A robotics team from the University of Pisa in Italy has a challenge for the Uncanny Valley theory (posted on Deskarati last year) made famous by the 1970 essay of that name. Masahiro Mori had said when robots get too realistic they turn people off with a feeling of eerie distaste. The team from Pisa are intent on showing that robots with human expressions can be, well, liked. They would like to generate a new chapter of human like robots that do not churn up a sense of unease. They are focused on research that can demonstrate how manipulated expressions on robots can be made more attractive so that the human can cross over Mori’s dips of feelings of unease and creepiness.
Nicole Lazzeri, a PhD student at the university, and her colleagues have designed a “Hybrid Engine for Facial Expressions Synthesis” (HEFES) – a facial animation engine that gives realistic expressions to a humanoid robot called FACE.
In order to go forth to convincingly mimic the range of human expressions, of anger, disgust, fear, happiness, sadness, and surprise that facial muscles support, the team placed 32 motors around FACE’s skull and upper torso to manipulate its polymer skin to mimic the way that real muscles do.
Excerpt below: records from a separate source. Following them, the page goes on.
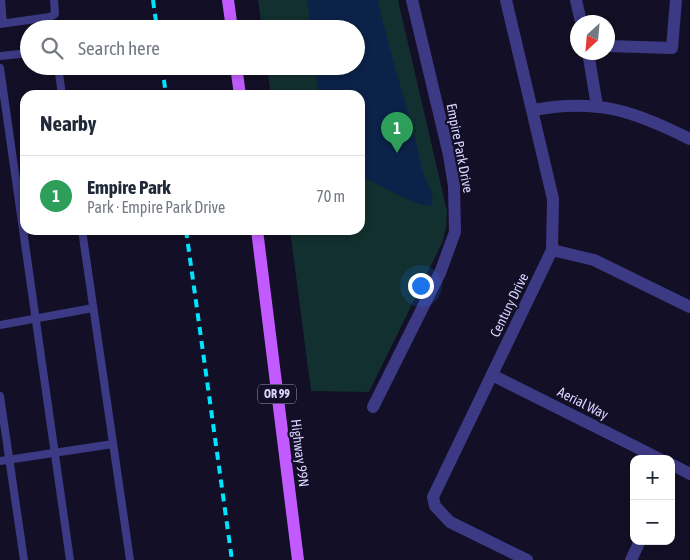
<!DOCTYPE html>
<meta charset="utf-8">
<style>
body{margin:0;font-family:"Asap Condensed",sans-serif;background:#f2f2f3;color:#1f2937}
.controls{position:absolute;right:15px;bottom:15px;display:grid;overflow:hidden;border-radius:10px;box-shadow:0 2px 8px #0003}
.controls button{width:45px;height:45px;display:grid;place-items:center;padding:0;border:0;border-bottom:1px solid #e0e1e3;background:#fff;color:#1f2937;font:25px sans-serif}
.compass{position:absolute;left:570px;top:15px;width:45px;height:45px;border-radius:50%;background:#fff;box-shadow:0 2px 8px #0003;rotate:206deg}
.you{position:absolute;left:420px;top:285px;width:18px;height:18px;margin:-12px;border:4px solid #fff;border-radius:50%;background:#1a73e8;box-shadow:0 0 0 8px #1a73e833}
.badge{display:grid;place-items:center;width:32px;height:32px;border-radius:50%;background:#b45309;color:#fff;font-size:16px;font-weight:700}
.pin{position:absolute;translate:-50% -41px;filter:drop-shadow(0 1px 2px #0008)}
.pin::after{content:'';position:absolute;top:26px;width:18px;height:15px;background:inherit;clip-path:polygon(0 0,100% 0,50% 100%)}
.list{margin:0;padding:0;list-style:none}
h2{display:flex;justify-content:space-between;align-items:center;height:65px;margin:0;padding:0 20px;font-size:21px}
h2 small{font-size:16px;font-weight:400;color:#747a83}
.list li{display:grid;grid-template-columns:32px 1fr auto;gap:15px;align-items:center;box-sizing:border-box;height:80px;padding:0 20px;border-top:1px solid #e0e1e3}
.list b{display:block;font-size:19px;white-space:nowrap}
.list p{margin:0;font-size:16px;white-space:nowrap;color:#747a83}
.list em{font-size:16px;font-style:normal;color:#747a83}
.icon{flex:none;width:28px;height:28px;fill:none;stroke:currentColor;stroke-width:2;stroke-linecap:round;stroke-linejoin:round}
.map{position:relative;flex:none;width:690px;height:560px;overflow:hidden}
.search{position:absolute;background:#fff;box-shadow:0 2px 8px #0003;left:20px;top:20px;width:345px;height:55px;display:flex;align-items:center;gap:12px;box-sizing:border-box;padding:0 18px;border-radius:28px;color:#747a83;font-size:19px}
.panel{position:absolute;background:#fff;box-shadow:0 2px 8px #0003;left:20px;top:90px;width:345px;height:145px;border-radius:15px}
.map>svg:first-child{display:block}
.green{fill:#12302f}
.water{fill:#0c2248}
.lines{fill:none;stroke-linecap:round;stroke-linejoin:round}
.lane{stroke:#3d3a85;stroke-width:8}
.street{stroke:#3d3a85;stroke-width:12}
.primary{stroke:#c25bff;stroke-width:12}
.rail{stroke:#00e5ff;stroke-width:4;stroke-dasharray:8 6;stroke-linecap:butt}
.labels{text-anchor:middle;stroke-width:4.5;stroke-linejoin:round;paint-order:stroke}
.shield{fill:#130f26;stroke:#9e99be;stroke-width:1}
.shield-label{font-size:12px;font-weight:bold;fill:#d9d4ff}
.street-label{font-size:14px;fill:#d9d4ff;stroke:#130f26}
</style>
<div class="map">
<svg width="690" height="560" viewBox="0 0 690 560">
<rect width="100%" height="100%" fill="#130f26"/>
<path class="green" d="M258,0h140l49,211 -1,17 -4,15 -73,149 -58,-1 -21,-161h70v-135h-89l-4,-29h89v-37h-94z"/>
<path class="water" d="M307,0h71c12,57 32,112 44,168 2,12 14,25 10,37 -13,4 -58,-23 -72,-30v-80h-41l-4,-29h41v-37h-45z"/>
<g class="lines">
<g class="lane">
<path d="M1,0l2,23"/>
<path d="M0,24l50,-7 5,-3 -1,-14"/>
<path d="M0,56l29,-3"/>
<path d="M58,66l4,29"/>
<path d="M0,68l70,492"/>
<path d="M82,230l48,330"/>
<path d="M0,325l93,-17"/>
<path d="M0,396l24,164"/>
<path d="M0,461l113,-17"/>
</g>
<g class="street">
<path d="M506,0l47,199 -1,51 -119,247 2,9 15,16 77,38"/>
<path d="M576,0l5,22"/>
<path d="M608,46l64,2 4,-48"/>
<path d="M588,52l9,54"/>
<path d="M533,110c65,-12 100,1 157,29"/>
<path d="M552,250l42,10 96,47"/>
<path d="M492,375l168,84"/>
<path d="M373,407l67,-134 15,-41 -1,-46 -5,-31 -37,-155"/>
<path d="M671,464l19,10"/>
<path d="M631,560l9,-19"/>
</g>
<g class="primary">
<path d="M228,0l4,29"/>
<path d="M236,66l4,29"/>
<path d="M257,230l41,330"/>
</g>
<g class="rail">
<path d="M153,0l4,29"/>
<path d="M162,66l4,29"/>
<path d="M186,230l46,330"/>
</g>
</g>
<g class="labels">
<rect class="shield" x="258" y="384.5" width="38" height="19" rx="4"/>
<g class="shield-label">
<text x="277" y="398">OR 99</text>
</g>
<g class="street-label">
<text transform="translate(460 148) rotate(79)" y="5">Empire Park Drive</text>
<text transform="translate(509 305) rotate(-64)" y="5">Century Drive</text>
<text transform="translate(583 403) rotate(27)" y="5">Aerial Way</text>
<text transform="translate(300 453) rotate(83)" y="5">Highway 99N</text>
</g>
</g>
</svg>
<div class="controls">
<button>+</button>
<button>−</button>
</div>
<svg class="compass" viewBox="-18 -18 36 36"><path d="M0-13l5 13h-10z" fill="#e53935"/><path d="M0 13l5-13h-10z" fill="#747a83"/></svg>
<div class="you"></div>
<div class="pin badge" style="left:397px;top:153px;background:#2e9e5b">1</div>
<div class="search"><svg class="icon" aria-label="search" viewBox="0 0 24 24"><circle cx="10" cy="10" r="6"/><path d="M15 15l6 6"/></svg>Search here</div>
<section class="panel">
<h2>Nearby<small></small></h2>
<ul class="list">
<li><span class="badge" style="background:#2e9e5b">1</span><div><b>Empire Park</b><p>Park · Empire Park Drive</p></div><em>70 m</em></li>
</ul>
</section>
</div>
They also worked to have FACE smoothly transition between one emotion and another.
Their motor movements are based on the Facial Action Coding System (FACS) created over 30 years ago. This is a system that codes facial expressions in terms of muscle movements. Paul Ekman developed FACS, naming the muscle movements as facial action units (AUs). A single AU includes more than one muscle.
Edited from FACE team seeks to melt ‘Uncanny’ ice for robot bonds


A British team has already come up with a solution in the BRAM project. BRAM (Brucie Robot Action Model) uses a simulacrum of Bruce Forsyth which is unthreatening, irritating and gives the human user a feeling of effortless superiority. The robot has a rubber head so that it can be clubbed with a baseball bat without damage to the delicate electronics.